他の大人達とは違う、優しい声で名前を呼んでもらうと、安心する。でも最後にその声で呼ばれたときは、少し苦しそうな、何かを耐えるような―]
トールと…カーク?
[名前を呼ばれた気がした。
ふと意識が浮上して、気づけばトールとカークが立っていて。何故かその前には...がいる。一瞬混乱したが、血で汚れた自分を見て、ああ、と思い出した。

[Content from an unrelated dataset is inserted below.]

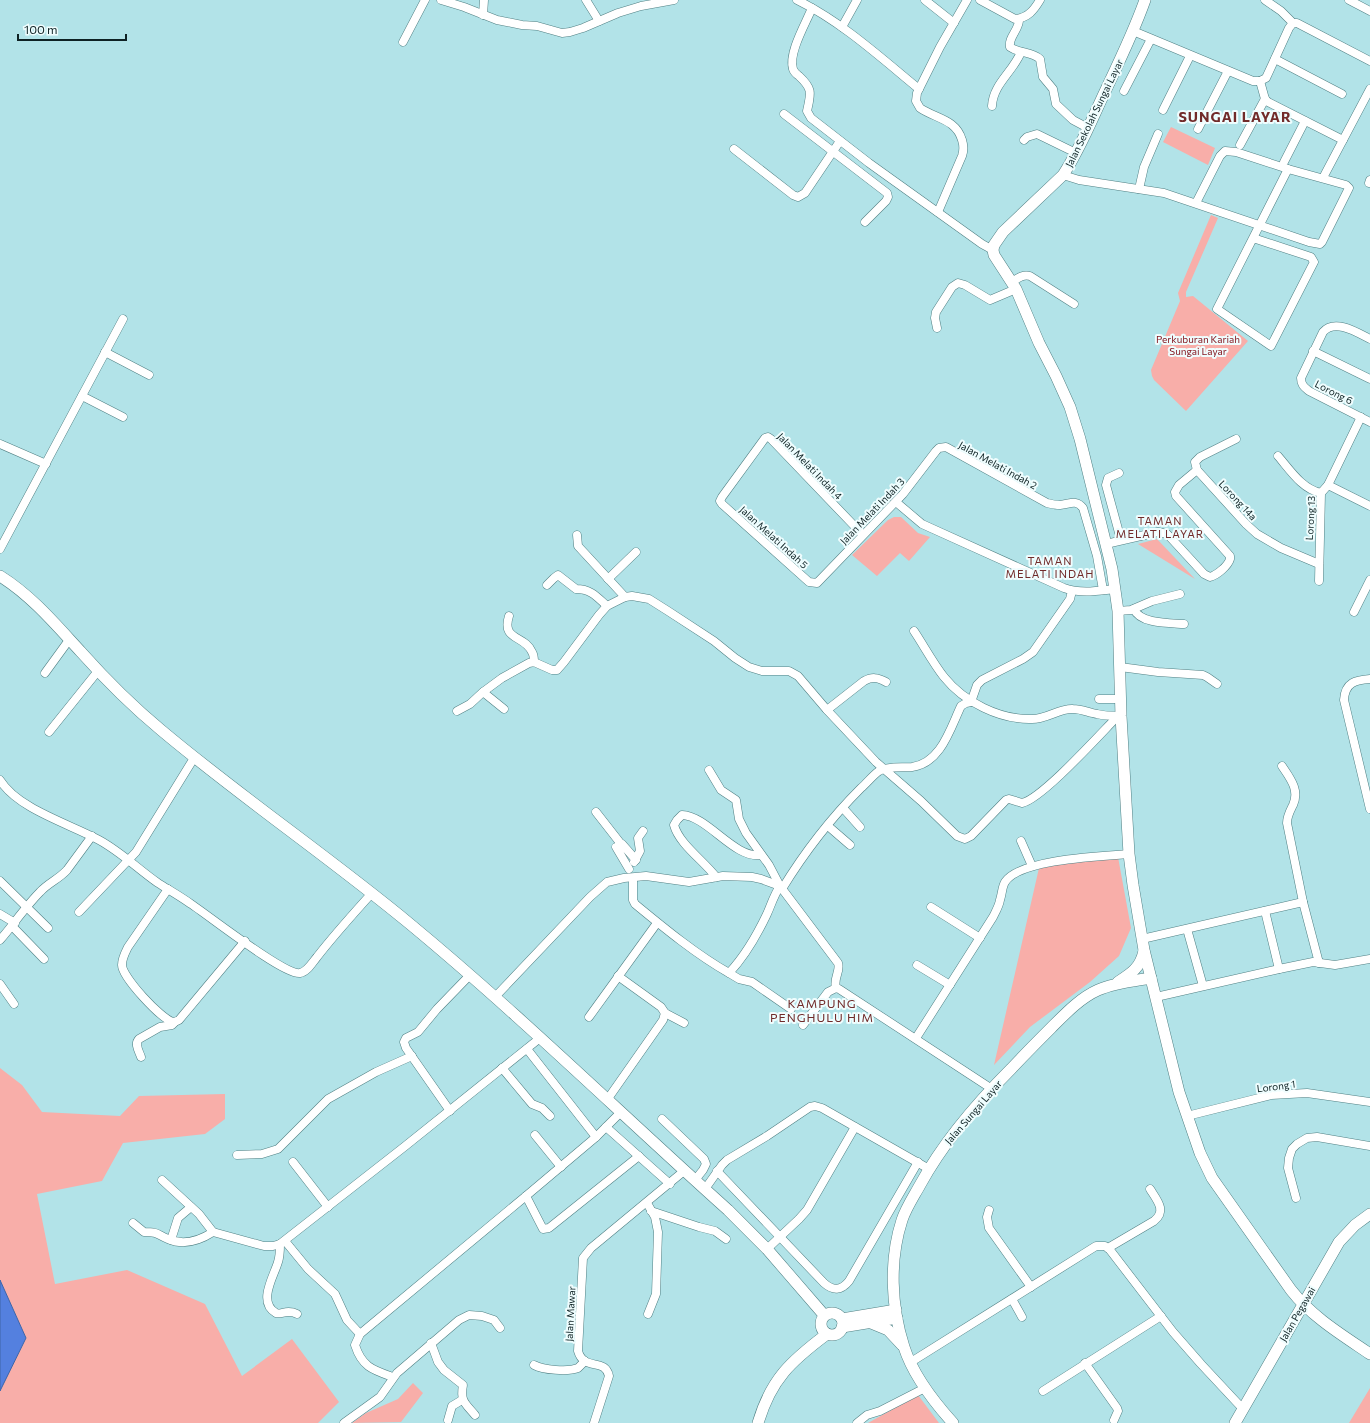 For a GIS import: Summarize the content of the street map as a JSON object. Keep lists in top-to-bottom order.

そうだ、シメオンと医務室を出て、そして――。シメオンと『ガルー』と名乗ったあの人(人?達?)はどうなったのだろう。
(私、死んだんだ。)
特に悲しいとか、怒りだとか、そういった感情は浮かんでこず。最後痛みもなかったのはありがたかったかな、うん。と、穏やかな気持ちになる。自分をこうしてみるのは変な感じだけれど。
泣きはらした後の目をしたトールに、私のせいだったらごめんね、ありがとう、と思いつつ。